2.3. Hypothesis of Stress Flow

The Pressure-Flow Hypothesis, also known as the Driven Membrane Theory, is a theory that describes the translocation of organic substances in plant vasculature [26]. This theory was originally proposed by German botanist E. Münch, and it explains that the flow of organic matter in plants is driven by the pressure gradient generated by the plant itself, and that this flow occurs through the vasculature [27].
According to the theory of hydraulic conductivity, plants absorb water and nutrients from underground and convert them into organic matter, which then moves into the vascular bundle through intercellular spaces. The movement of these substances is regulated by two pressures within the plant: root pressure generated at the root and vapor pressure created by transpiration in the aboveground leaves [28,29]. Transpiration in leaves leads to significant water loss, creating a negative pressure region between the leaves and the air. This negative pressure region drives the movement of water within cells towards the leaves, resulting in upward transport of water in the vascular bundle and simultaneous transport of organic matter. In the roots of the plant, water and dissolved inorganic salts enter the plant, and root pressure facilitates their upward transport.

3. The Development Process of Tree Trunk Injection

The practice of introducing pesticides into plants through cutting or puncturing has a long history.
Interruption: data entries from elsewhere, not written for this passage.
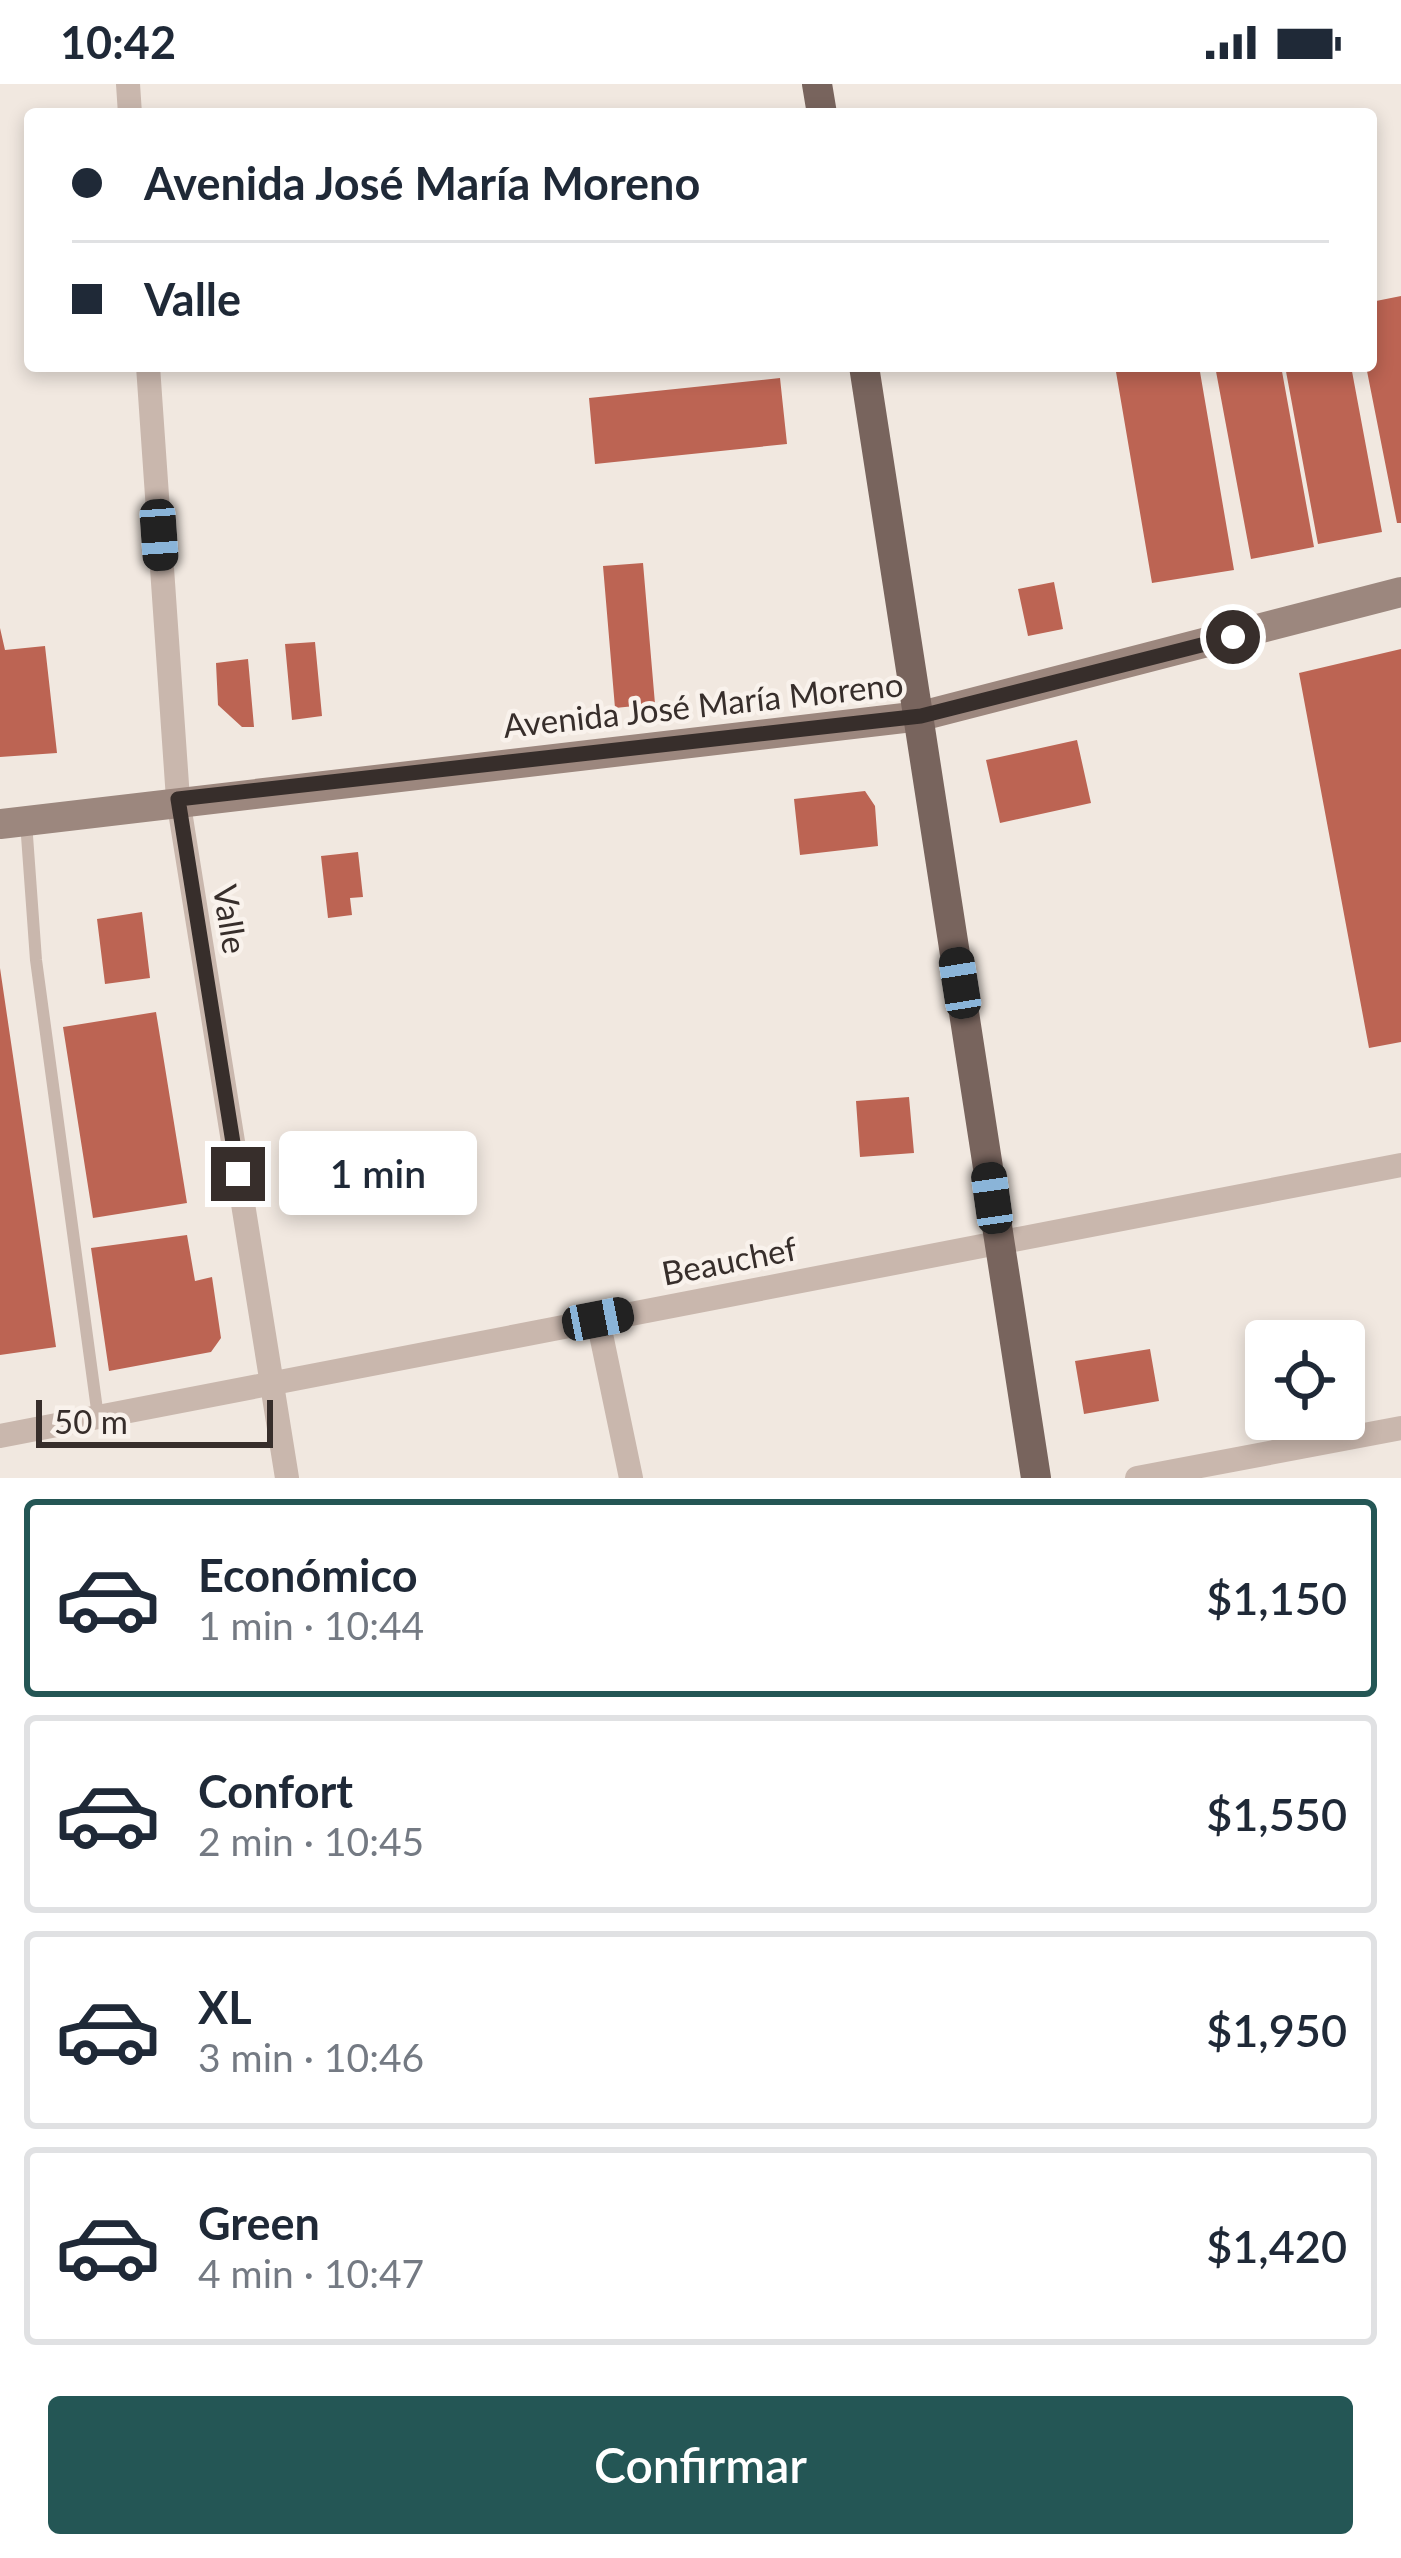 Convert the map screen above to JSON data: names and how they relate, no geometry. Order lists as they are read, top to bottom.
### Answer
{
  "streets": {
    "main road": ["Avenida José María Moreno"],
    "street": ["Valle", "Beauchef"]
  },
  "crossings": [
    ["Avenida José María Moreno", "Valle"],
    ["Valle", "Beauchef"]
  ],
  "scale_bar": "50 m",
  "page": {
    "status": "10:42",
    "banner": ["Avenida José María Moreno", "Valle"],
    "bubble": "1 min",
    "scale": "50 m",
    "list": [
      {
        "name": "Económico",
        "note": "1 min · 10:44",
        "value": "$1,150"
      },
      {
        "name": "Confort",
        "note": "2 min · 10:45",
        "value": "$1,550"
      },
      {
        "name": "XL",
        "note": "3 min · 10:46",
        "value": "$1,950"
      },
      {
        "name": "Green",
        "note": "4 min · 10:47",
        "value": "$1,420"
      }
    ],
    "buttons": "Confirmar"
  }
}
Since the 12th century, Arabian horticulturalists have been applying dyes and fragrances onto plant wounds to influence the color and scent of flowers and fruits [30]. In the 15th century, Leonardo da Vinci injected poisonous solutions containing arsenic into tree trunks, rendering the apples toxic [30]. In 1853, Hartig treated symptoms of inorganic compounds deficiency in trees by injecting solutions containing ferrous sulfate and ferric chloride into their trunks [30]. In 1894, American botanist Ivan Shevyrez began experimenting with tree trunk injections for pest control [31]. Since the 20th century, significant advancements have been made in the fields of botany, plant physiology, agriculture, and forestry. In the 1940s, effective treatment for Dutch elm disease (Ophiostoma Ulmi Biusman) was discovered through tree trunk injections of propiconazole benzoate solution [6,32,33,34,35,36,37,38,39,40]. In 2004, Calzarano’s experiment proved that grapevines receiving trunk injection of Cyproconazole were in better nutritional condition and had higher yield and lower mortality rate than those without such injections, demonstrating the beneficial effect of fungicide injection through the trunk on root rot [41]. Injecting pesticides or antibiotics into a tree trunk has proven to be an efficient method for treating diverse tree diseases and preventing the invasion of harmful pests [6,42,43,44,45]. In 2013, Akinsanmi’s experiments showed that biannual application of phosphite during autumn and spring root wash periods effectively controlled tree decline in Australian macadamia trees [46]. In 2018, Dalakouras discovered the potential of RNA interference for crop protection, utilizing tree trunk injections of hairpin RNAs (hpRNAs) and small interfering RNAs (siRNAs) to efficiently absorb and transport RNA molecules throughout the xylem and phloem tissues, triggering RNAi to eliminate pests that chew on the wood or feed on the sap [47].

4. Advantages of Trunk Injection

4.1. Easy and Accessible Operations

The technique of trunk injection not only overcomes the limitations imposed by tree height and affected areas, but also simplifies the control of pests and diseases that are difficult to manage using conventional methods such as foliar application. This includes pests and diseases such as upper canopy insects, root pests, sap-sucking insects protected by wax covers, boring insects, and vascular diseases. Additionally, trunk injection is not constrained by environmental conditions and can still be implemented under continuous rainfall or severe drought without water shortage, making it a feasible chemical control method in such circumstances [48,49].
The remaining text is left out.